O Índice de Poder de Compra de Fertilizantes (IPCF) encerrou fevereiro em 1,28, acima do 1,20 registrado em janeiro, refletindo principalmente os movimentos observados nos preços internacionais dos fertilizantes e no câmbio ao longo do mês. O indicador mede a relação de troca entre os preços dos principais fertilizantes utilizados na agricultura e as commodities agrícolas, funcionando como um termômetro da capacidade de compra do produtor.
Entre os fertilizantes acompanhados pelo índice, ureia, fosfato monoamônico (MAP), superfosfato simples (SSP) e cloreto de potássio (KCl) registraram ajustes de preços no mercado internacional durante o período. No campo cambial, o dólar apresentou variação próxima de 3% frente ao real, movimento observado em um ambiente de manutenção das taxas de juros em patamar elevado no Brasil, fator que também influencia a dinâmica de preços no mercado de insumos.

No cenário global, o mercado de fertilizantes segue operando sob condições de oferta limitada em algumas origens e estoques relativamente ajustados, enquanto a demanda permanece ativa em diferentes regiões produtoras. Esse ambiente é somado às tensões geopolíticas em áreas relevantes para o abastecimento mundial, especialmente no Oriente Médio, o que contribui para manter o mercado atento a possíveis impactos na disponibilidade e nos preços.

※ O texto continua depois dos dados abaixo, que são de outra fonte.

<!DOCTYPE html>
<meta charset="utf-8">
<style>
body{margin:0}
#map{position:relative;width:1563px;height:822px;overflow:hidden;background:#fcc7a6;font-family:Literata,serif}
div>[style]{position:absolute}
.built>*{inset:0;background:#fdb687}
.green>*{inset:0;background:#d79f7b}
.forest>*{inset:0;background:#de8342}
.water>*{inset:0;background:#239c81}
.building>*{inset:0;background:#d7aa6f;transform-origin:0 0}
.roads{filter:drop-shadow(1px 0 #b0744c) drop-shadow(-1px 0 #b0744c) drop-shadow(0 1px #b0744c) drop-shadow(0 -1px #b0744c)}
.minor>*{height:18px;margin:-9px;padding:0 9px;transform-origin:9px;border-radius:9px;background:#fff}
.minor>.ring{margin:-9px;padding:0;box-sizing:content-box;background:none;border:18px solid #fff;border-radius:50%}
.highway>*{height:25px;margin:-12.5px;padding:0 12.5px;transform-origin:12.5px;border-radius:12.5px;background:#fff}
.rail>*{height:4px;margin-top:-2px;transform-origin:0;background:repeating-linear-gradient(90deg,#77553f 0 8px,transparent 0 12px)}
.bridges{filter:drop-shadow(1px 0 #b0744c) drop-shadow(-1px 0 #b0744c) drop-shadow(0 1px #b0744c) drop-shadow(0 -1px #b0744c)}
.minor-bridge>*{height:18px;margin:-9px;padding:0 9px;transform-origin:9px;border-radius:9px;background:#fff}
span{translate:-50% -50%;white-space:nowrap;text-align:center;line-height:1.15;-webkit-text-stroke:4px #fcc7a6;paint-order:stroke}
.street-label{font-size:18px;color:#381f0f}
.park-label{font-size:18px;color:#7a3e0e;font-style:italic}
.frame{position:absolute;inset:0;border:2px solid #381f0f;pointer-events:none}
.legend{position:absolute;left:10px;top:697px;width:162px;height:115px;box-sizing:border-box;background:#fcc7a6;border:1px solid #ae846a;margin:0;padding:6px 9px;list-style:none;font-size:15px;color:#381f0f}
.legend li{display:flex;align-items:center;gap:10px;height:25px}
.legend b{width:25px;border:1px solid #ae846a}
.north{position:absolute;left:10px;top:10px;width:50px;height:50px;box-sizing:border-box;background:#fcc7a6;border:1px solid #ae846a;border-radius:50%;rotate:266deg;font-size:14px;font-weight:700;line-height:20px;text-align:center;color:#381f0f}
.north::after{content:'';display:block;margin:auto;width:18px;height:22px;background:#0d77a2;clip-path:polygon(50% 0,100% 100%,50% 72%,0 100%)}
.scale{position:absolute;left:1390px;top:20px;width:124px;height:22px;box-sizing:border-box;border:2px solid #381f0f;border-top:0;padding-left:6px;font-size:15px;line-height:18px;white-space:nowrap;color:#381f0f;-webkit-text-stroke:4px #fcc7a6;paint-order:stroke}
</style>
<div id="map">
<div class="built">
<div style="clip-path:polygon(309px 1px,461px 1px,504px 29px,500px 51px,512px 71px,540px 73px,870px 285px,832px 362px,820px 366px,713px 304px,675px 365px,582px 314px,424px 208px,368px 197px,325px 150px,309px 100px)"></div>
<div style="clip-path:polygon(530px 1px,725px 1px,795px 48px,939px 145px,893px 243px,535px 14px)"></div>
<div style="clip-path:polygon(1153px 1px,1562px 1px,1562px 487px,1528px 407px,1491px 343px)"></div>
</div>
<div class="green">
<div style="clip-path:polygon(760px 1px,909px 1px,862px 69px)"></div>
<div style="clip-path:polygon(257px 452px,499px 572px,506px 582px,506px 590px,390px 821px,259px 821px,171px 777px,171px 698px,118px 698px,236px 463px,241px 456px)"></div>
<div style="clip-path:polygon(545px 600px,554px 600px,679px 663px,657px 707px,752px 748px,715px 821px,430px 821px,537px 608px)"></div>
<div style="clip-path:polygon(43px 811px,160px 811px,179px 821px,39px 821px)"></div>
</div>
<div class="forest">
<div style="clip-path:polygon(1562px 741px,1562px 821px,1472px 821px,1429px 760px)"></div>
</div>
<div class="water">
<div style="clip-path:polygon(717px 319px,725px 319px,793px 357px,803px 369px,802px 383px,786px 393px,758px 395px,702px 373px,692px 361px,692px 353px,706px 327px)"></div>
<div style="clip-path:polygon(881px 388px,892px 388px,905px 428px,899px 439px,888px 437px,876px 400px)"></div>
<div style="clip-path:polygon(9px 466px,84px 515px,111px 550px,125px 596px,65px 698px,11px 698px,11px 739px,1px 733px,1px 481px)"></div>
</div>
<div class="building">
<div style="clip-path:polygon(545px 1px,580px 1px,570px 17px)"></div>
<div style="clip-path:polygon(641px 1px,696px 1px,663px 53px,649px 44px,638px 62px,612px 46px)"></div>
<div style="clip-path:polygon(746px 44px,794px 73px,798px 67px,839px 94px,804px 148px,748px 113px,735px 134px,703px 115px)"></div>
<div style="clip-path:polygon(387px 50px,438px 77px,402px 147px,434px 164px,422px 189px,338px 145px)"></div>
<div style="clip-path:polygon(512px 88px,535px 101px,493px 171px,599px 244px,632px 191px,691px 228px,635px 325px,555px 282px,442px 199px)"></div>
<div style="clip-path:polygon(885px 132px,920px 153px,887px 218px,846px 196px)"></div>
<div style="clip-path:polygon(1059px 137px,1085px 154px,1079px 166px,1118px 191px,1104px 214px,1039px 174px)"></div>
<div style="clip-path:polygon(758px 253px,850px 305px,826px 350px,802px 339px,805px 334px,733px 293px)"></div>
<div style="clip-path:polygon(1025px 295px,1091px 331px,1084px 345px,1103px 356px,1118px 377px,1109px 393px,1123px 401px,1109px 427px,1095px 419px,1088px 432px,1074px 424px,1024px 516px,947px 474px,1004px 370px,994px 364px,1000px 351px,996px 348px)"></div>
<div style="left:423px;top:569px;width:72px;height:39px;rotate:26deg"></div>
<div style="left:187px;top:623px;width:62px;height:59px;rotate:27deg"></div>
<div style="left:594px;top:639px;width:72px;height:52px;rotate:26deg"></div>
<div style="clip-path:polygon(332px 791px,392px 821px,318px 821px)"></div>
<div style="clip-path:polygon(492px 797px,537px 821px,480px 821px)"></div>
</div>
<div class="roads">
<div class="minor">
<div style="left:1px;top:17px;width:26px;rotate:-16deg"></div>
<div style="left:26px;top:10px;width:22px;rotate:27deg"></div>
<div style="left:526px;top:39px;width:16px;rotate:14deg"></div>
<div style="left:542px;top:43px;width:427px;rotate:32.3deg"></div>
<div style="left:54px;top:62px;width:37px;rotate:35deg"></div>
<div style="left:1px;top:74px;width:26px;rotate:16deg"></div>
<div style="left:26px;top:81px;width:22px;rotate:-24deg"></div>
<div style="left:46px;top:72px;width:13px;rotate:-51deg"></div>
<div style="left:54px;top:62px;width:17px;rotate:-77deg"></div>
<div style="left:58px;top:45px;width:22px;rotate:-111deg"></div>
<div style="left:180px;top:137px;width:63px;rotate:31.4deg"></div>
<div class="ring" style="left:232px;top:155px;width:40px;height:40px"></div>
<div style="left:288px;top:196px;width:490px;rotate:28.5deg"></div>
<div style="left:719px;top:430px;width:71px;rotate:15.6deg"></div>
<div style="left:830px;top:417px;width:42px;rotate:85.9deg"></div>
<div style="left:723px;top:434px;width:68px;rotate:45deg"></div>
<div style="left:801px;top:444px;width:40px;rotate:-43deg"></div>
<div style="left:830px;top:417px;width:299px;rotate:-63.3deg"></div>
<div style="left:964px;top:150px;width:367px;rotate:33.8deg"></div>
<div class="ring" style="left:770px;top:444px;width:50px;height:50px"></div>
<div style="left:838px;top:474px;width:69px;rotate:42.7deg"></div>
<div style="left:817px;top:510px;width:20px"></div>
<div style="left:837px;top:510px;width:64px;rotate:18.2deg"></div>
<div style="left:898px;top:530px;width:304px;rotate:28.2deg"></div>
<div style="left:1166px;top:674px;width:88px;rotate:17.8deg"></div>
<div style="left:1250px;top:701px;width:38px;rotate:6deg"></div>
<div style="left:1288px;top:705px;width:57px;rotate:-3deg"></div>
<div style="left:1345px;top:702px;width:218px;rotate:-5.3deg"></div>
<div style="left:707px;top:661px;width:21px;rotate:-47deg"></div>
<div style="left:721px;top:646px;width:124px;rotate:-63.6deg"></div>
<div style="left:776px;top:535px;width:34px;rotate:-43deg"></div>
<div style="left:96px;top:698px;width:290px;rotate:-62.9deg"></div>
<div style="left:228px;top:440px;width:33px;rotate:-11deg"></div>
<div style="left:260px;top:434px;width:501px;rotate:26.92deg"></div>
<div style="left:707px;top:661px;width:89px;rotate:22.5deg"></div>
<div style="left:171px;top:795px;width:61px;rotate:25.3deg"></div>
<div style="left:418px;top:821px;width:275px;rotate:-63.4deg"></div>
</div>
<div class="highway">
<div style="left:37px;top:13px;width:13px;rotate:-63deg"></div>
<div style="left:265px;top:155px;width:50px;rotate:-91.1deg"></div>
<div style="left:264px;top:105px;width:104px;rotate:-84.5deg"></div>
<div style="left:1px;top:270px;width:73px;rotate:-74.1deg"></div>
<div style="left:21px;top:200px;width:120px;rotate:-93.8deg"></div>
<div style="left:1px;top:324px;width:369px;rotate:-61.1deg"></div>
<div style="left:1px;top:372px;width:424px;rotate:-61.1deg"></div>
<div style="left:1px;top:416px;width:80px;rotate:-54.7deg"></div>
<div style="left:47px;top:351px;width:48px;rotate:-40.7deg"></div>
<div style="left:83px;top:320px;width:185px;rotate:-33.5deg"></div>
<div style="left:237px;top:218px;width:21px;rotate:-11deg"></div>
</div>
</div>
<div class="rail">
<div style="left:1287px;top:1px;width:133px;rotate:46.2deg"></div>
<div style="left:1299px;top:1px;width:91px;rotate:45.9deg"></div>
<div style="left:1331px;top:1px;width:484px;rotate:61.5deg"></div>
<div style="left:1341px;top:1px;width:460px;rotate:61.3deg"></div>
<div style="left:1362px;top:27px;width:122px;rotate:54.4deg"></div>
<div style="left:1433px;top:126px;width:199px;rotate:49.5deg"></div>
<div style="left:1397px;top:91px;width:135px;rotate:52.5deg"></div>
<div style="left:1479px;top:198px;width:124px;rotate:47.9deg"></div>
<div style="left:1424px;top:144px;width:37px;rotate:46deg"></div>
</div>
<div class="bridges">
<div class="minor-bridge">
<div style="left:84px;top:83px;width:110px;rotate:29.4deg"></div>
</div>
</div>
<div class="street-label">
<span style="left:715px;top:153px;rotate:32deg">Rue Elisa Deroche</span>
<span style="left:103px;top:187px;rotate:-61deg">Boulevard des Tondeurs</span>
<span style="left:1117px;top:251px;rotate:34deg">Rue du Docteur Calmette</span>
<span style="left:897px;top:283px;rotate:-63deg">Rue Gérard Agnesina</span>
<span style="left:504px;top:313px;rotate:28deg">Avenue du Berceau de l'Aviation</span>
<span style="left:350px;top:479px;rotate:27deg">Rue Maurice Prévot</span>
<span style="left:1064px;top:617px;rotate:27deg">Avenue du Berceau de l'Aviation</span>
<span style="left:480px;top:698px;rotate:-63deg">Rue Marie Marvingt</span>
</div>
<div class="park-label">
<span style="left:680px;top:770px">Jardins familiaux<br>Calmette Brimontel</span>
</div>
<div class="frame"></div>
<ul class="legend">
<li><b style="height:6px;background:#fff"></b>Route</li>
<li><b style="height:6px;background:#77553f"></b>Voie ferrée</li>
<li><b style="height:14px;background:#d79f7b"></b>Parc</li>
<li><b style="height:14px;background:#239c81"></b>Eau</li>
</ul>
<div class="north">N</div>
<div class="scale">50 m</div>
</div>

Do lado das commodities agrícolas consideradas na composição do índice, cana-de-açúcar e algodão registraram variações positivas em fevereiro, enquanto soja e milho apresentaram ajustes em suas cotações. No caso da soja, o movimento ocorre em paralelo ao avanço da colheita no Brasil e à expectativa de uma safra elevada, fatores que influenciam o comportamento dos preços. Já no milho, o mercado acompanha o início do plantio da segunda safra, que neste ciclo ocorre com atraso em algumas regiões em relação ao calendário do ano anterior.
No mercado doméstico, o ritmo da colheita da soja e a evolução do plantio da safrinha permanecem entre os elementos monitorados pelos agentes do setor, uma vez que podem influenciar, no curto prazo, a dinâmica da relação de troca entre grãos e fertilizantes observada pelo índice.
Entendendo o IPCF
O IPCF é divulgado mensalmente pela Mosaic e consiste na relação entre indicadores de preços de fertilizantes e de commodities agrícolas. A metodologia consiste na comparação em relação à base de 2017, indicando que quanto menor a relação mais favorável o índice e melhor a relação de troca. O cálculo do IPCF leva em consideração as principais lavouras brasileiras: soja, milho, açúcar, etanol e algodão.